-- Collected data --
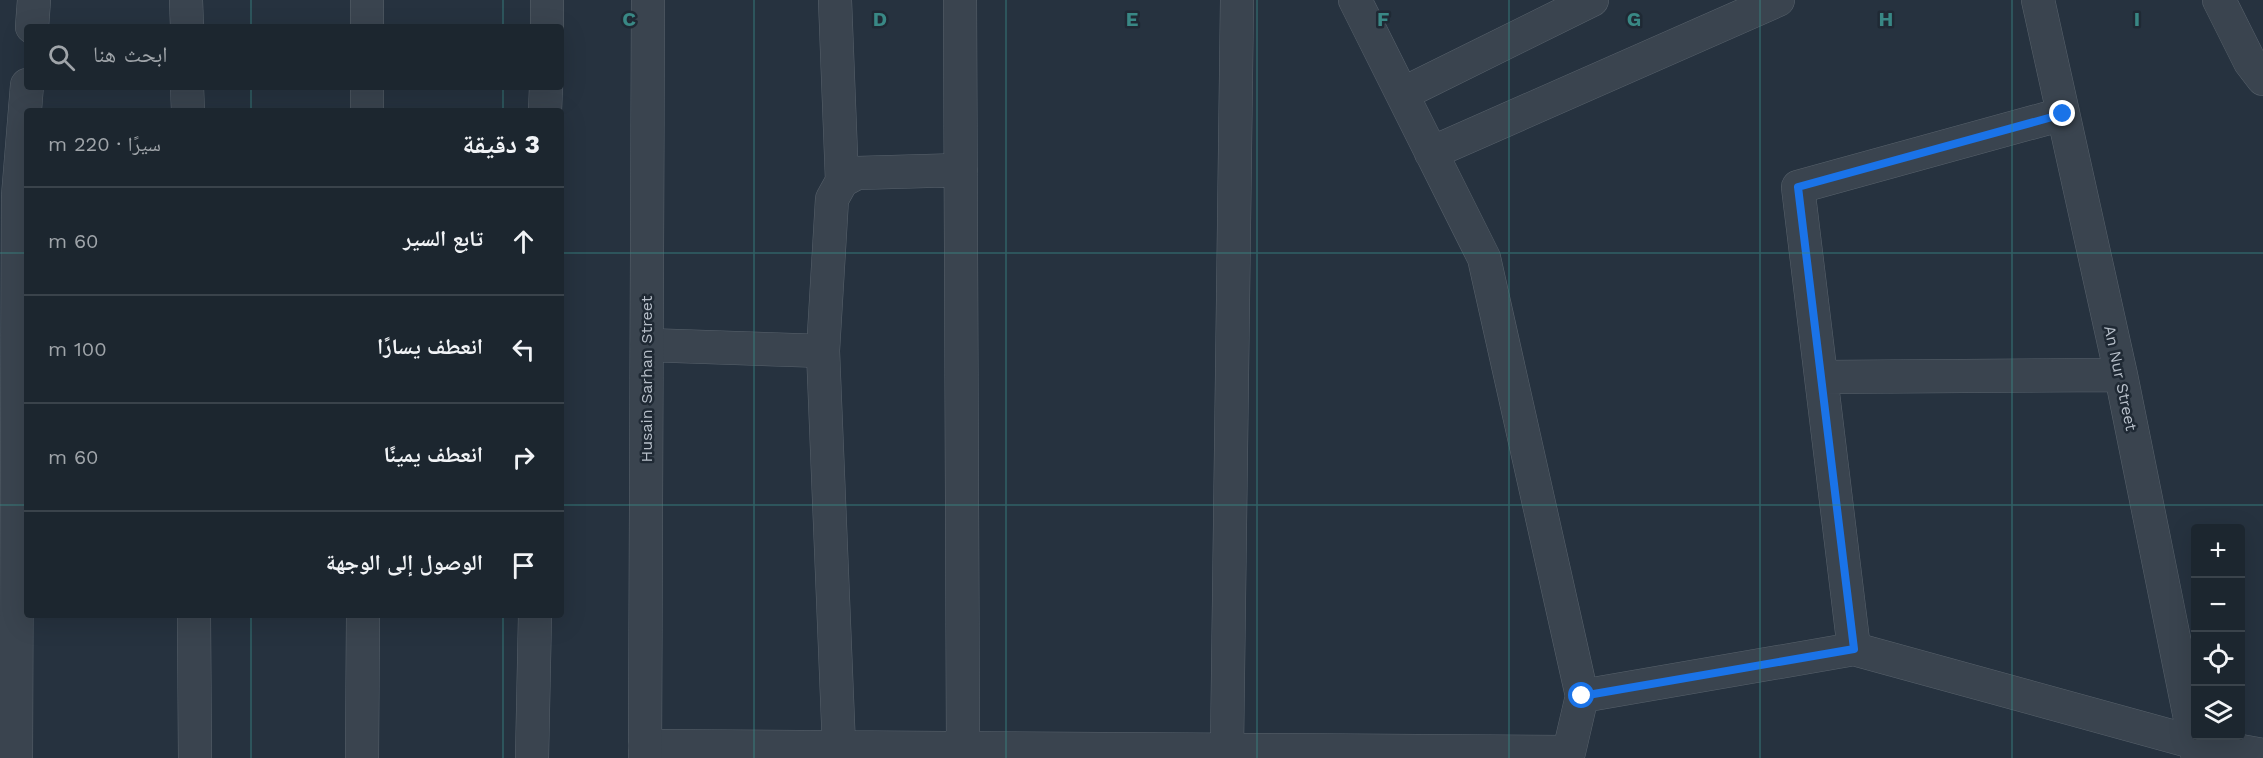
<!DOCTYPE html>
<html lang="ar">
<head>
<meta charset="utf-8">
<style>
	:root { --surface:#1c262f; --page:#252e37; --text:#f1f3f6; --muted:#a0a5aa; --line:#3a434b }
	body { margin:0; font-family:"Work Sans","Noto Naskh Arabic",sans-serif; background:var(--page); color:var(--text); direction:rtl }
	.controls { position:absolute; right:18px; bottom:18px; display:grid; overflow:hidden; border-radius:6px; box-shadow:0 6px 24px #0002 }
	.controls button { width:54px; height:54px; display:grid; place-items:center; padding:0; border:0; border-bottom:2px solid var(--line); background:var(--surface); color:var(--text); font:30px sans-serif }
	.stop { position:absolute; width:18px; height:18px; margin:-14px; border:4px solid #1a73e8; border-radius:50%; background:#fff }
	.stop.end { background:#1a73e8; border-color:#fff; box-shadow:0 2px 6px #0008 }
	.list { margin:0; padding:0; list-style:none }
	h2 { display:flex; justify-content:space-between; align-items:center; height:78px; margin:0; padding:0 24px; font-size:26px }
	h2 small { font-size:20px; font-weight:400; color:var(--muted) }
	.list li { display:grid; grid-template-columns:39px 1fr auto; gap:18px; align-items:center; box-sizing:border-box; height:108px; padding:0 24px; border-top:2px solid var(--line) }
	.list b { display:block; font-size:22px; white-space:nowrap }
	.list em { font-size:20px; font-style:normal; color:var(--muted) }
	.icon { flex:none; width:33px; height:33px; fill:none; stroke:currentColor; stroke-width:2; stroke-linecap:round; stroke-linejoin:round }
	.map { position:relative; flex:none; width:2263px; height:758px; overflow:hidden; direction:ltr }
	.search { position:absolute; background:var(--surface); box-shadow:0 6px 24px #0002; left:24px; top:24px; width:540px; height:66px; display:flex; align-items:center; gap:15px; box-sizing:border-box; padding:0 21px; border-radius:6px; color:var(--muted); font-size:22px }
	.panel { position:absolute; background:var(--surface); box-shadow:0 6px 24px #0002; left:24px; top:108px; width:540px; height:510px; border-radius:6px; direction:rtl }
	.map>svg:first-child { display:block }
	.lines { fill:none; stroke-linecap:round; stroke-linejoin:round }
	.minor-casing { stroke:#58626c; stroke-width:34 }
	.tertiary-casing { stroke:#58626c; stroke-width:34 }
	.minor { stroke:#3a444f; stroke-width:33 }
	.tertiary { stroke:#3a444f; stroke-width:33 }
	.route { stroke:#1a73e8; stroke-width:8 }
	.grid { fill:none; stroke:#398885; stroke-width:1.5; stroke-opacity:0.55 }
	.labels { text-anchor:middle; stroke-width:5; stroke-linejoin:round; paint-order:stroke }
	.street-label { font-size:16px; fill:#b7bfc9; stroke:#1f2934 }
	.grid-label { font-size:20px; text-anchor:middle; font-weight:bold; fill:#398885; stroke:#1f2934; stroke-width:5; stroke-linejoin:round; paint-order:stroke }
</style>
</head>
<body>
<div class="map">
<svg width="2263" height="758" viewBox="0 0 2263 758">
	<rect width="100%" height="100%" fill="#26323f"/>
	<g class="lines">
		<defs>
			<path id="minor" d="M 186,0 L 187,27
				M 835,0 L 842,181
				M 960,0 L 963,747
				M 2038,0 L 2121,375 L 2198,758
				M 2219,0 L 2250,62 L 2263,79
				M 32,27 L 34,0
				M 367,27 L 367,0
				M 187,87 L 188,111
				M 1402,94 L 1592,0
				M 367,111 L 367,87
				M 1431,153 L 1778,0
				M 647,345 L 823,351
				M 1821,377 L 2121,375
				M 194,615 L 195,758
				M 1854,649 L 1798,187 L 2063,114
				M 1582,696 L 1854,649 L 2196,743 L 2263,755
				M 645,746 L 1569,752 L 1582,696 L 1484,258 L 1355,0
				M 839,747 L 823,351 L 832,199 L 842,181 L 857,173 L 961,170
				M 1227,749 L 1237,0
				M 16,758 L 18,196 L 27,85
				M 362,758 L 363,615"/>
			<path id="tertiary" d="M 547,27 L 547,0
				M 545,111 L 546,87
				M 532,758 L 535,615
				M 645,758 L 648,0"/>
		</defs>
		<use href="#minor" class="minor-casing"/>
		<use href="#tertiary" class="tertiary-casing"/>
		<use href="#minor" class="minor"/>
		<use href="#tertiary" class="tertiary"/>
	</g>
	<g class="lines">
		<path class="route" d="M 1582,696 L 1854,649 L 1798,187 L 2063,114"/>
	</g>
	<path class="grid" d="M 251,0 L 251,27M 503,0 L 503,27M 754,0 L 754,758M 1006,0 L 1006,758M 1257,0 L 1257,758M 1509,0 L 1509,758M 1760,0 L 1760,758M 2012,0 L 2012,758M 251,87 L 251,111M 503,87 L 503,111M 0,253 L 27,253M 561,253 L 2263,253M 0,505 L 27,505M 561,505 L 2263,505M 251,615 L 251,758M 503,615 L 503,758"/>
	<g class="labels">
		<g class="street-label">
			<text transform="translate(2121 378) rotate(78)" y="6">An Nur Street</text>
			<text transform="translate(646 379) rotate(-90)" y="6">Husain Sarhan Street</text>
		</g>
	</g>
	<g class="grid-label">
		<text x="629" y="26">C</text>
		<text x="880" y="26">D</text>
		<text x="1132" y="26">E</text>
		<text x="1383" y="26">F</text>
		<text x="1634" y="26">G</text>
		<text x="1886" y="26">H</text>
		<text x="2137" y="26">I</text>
	</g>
</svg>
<div class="controls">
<button>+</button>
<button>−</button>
<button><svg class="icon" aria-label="locate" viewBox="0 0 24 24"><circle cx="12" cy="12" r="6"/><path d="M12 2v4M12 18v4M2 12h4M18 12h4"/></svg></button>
<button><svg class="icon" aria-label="layers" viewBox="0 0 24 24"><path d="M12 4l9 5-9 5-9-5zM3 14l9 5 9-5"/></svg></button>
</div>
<div class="stop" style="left:1582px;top:696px"></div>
<div class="stop end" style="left:2063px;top:114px"></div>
<div class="search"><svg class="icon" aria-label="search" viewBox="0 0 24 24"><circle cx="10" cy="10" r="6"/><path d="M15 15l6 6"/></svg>ابحث هنا</div>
<section class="panel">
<h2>3 دقيقة<small>سيرًا · 220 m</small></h2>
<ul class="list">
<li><svg class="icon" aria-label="ahead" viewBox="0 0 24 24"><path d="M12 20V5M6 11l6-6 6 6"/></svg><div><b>تابع السير</b></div><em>60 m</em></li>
<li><svg class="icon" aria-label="left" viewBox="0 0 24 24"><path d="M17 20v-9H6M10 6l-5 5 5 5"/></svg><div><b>انعطف يسارًا</b></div><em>100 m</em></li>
<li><svg class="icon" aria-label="right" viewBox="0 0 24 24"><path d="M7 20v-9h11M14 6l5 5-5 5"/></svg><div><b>انعطف يمينًا</b></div><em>60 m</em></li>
<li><svg class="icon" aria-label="arrive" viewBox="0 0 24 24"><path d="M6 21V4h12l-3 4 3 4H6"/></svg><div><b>الوصول إلى الوجهة</b></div></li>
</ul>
</section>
</div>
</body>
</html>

-- Assignment --
Your task is to collect every line above that contains the word "block".

-- Problem solution --
	.list b { display:block; font-size:22px; white-space:nowrap }
	.map>svg:first-child { display:block }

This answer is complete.